I have been interested in electric vehicles for more than 20 years. I am not against them as a thing, I'm just against governments forcing them upon us as the only new vehicle choice. I learned to drive in an electric milk float when I was 13.

 

I think many car buyers don't properly compare the running costs of a BEV with that of an internal combustion vehicle. The 'lower' running costs today are due to deferring a significant amount of the real cost of use until later in the vehicle's lifetime. After about 800 battery charge cycles the EV's battery will be beyond it's best and will have started it's descent into an ever decreasing drivable range. At some point the owner will be faced with either (a) replacing the battery, (b) selling/trading the vehicle or (c) scrapping it. It is at this point when the deferred cost arrives either as a large bill for a replacement battery or huge loss in vehicle value. Within a few years, lease companies are going to readjust when they end up with large numbers of BEVs not selling at auction for the values that they have written down.

 

Those cheap running cost achieved now only become real if you deposit the price/mile difference into savings or investments every time you recharge your battery. After spending the fund on a, b or c, you will know what the true cost per mile was. If you still have to find money to replace the vehicle or battery at that point, your running costs were higher all along.

 

I suspect that a 3 year old BEV will be effectively valueless at the end of a 3 to 4 year lease (at 7 years old) depending on mileage. I think a lot of people that have leased internal combustion engined cars will find that the BEV will not be an asset to trade in for the next lease and that they will have to stump up cash for the deposit on the next one.

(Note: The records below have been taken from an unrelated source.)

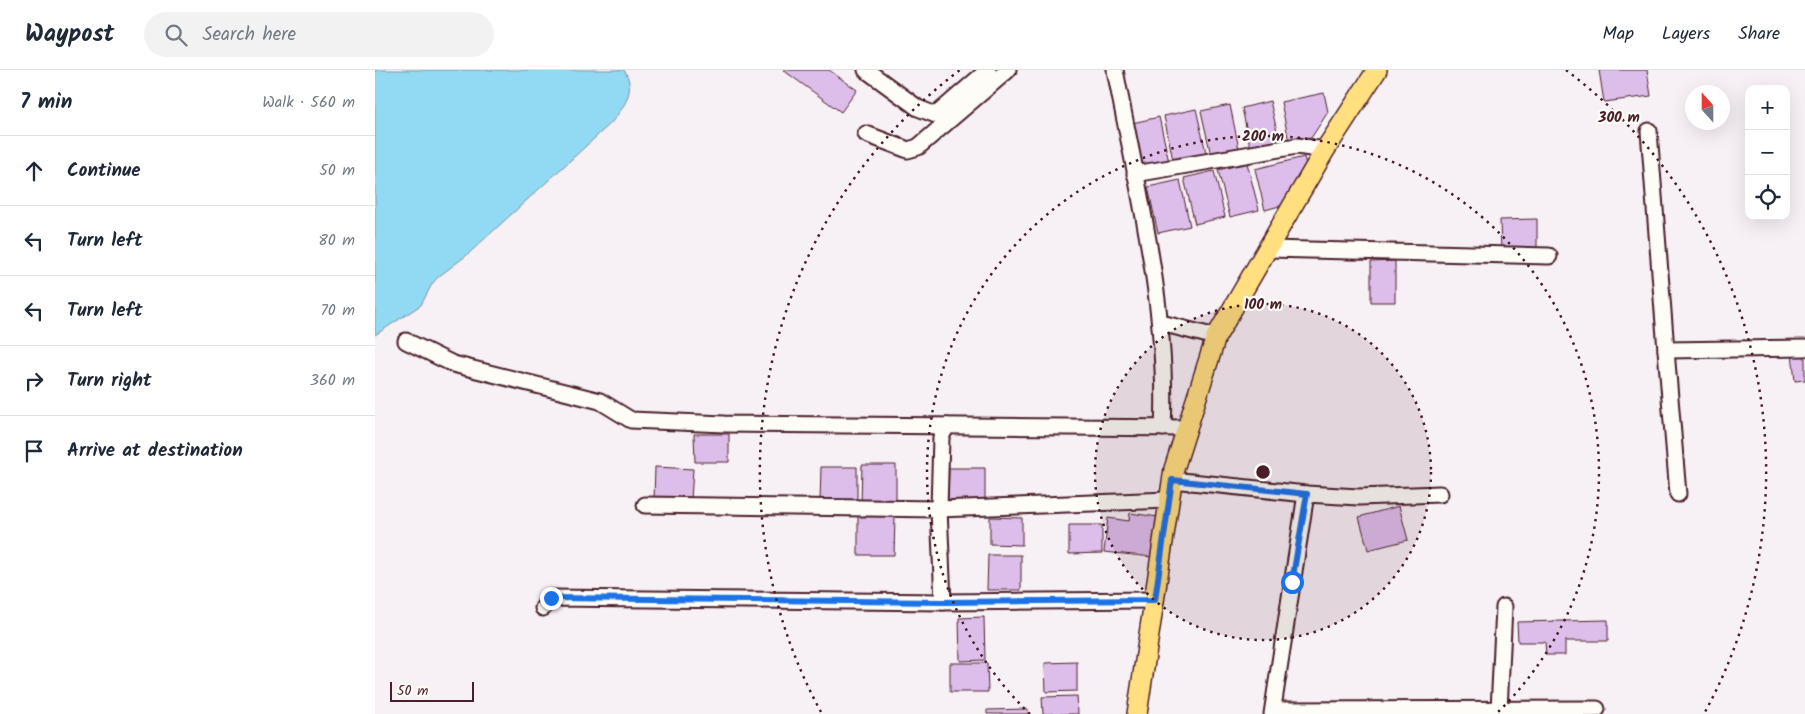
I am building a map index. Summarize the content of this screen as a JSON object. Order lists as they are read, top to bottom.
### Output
{
  "scale_bar": "50 m",
  "north": "top",
  "page": {
    "header": "Waypost",
    "search": "Search here",
    "nav": ["Map", "Layers", "Share"],
    "heading": ["7 min", "Walk · 560 m"],
    "map_buttons": ["+", "−"],
    "list": [
      ["Continue", "50 m"],
      ["Turn left", "80 m"],
      ["Turn left", "70 m"],
      ["Turn right", "360 m"],
      "Arrive at destination"
    ],
    "scale": "50 m"
  },
  "rings": ["300 m", "200 m", "100 m"]
}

I think that depends on the structure of the purchase plan.  I am no expert but I thought there were at least a couple of options.  One where you are literally just leasing the vehicle for a monthly charge, at the end of the contract period you hand the vehicle back and decide what you want to lease next.  That is what I recall was suggested when we were looking at a BEV some time ago (encouraged by the very adventageous BIK rates).  Alternatively you can pay a deposit, followed by x months payments, with the vehicle having a pre-determined contract value at the end of the contract term.  If the vehicle is worth more than this pre-determined amount the 'purchaser' can in effect buy at the lower pre-determined value and immediately trade in for another contract with the difference between the contract and market values providing some or all of the deposit required.  I think what you are referencing is the latter of these two models.

 

I have no personal experience, but I do know a fair few people who have entered into the latter type of contract for ICE vehicles.  In some cases the scenario outlined above played out and they had a surplus of value so bought the car at the end of the contract, but in others the market value was well below the contract value so they just handed the vehicle back to the dealer and left them with the shortfall.  Which of the two outcomes happens is very much determined by the market for second hand cars in general and the specific model in particular.  If all BEVs that reach that point are valued well below the contract value then it will play out very much as you describe.  But, in the short term at least, as you say the dealers will be as big of a loser as the customer.

 

As an example to illstrate the point I think we both agree on, I have just looked at the Cazoo website and to keep it relevant to this thread have found a Jaguar i-Pace registerd in December 2020 for sale at £26,850, so just over three years old.  I can 'buy' that on a PCP contract which is structured as a deposit of £10,000, 36 monthly payments of £211.54 and a optional final payment of £14,737.  If at the end of the three years the car turns out to be worth nothing I would just hand it back, at that point I would have paid Cazoo £17,615.44 for the use of the car for 3 years including the cost of borrowing money from them.  If the car really is worthless, as you say the company (dealer or finance company, not sure which) ends up well out of pocket.

 

I agree that if the scenario shown in the example above does play out across the board then financing costs will be adjusted to reflect a residual value of zero after 7 or 8 years.  But that is no reason for people not to take advantage of the situation now.

 

Also on the Cazoo site is a 2.0 diesel Jaguar F-Pace, registered in March 2020 (so a bit older) and priced at a very similar £26,400.  The PCP contract costs for that are deposit £10,000, 36 monthly payments of £252.24 and a final payment of £12,350.  Over 36 months if the car is handed back a cost of £19,080.64.  Based on those numbers, it seems the seller / finance company is basing their numbers on the i-Pace being worth more in three years time than the F-Pace.

 

Based on that it seems to me the i-Pace is a significantly better deal than the F-Pace, unless you are betting on the F-Pace being worth much more than the final payment of £12,350.  In fact I think I have just convinced myself to consider a BEV when we next look to change either my or my wife's car.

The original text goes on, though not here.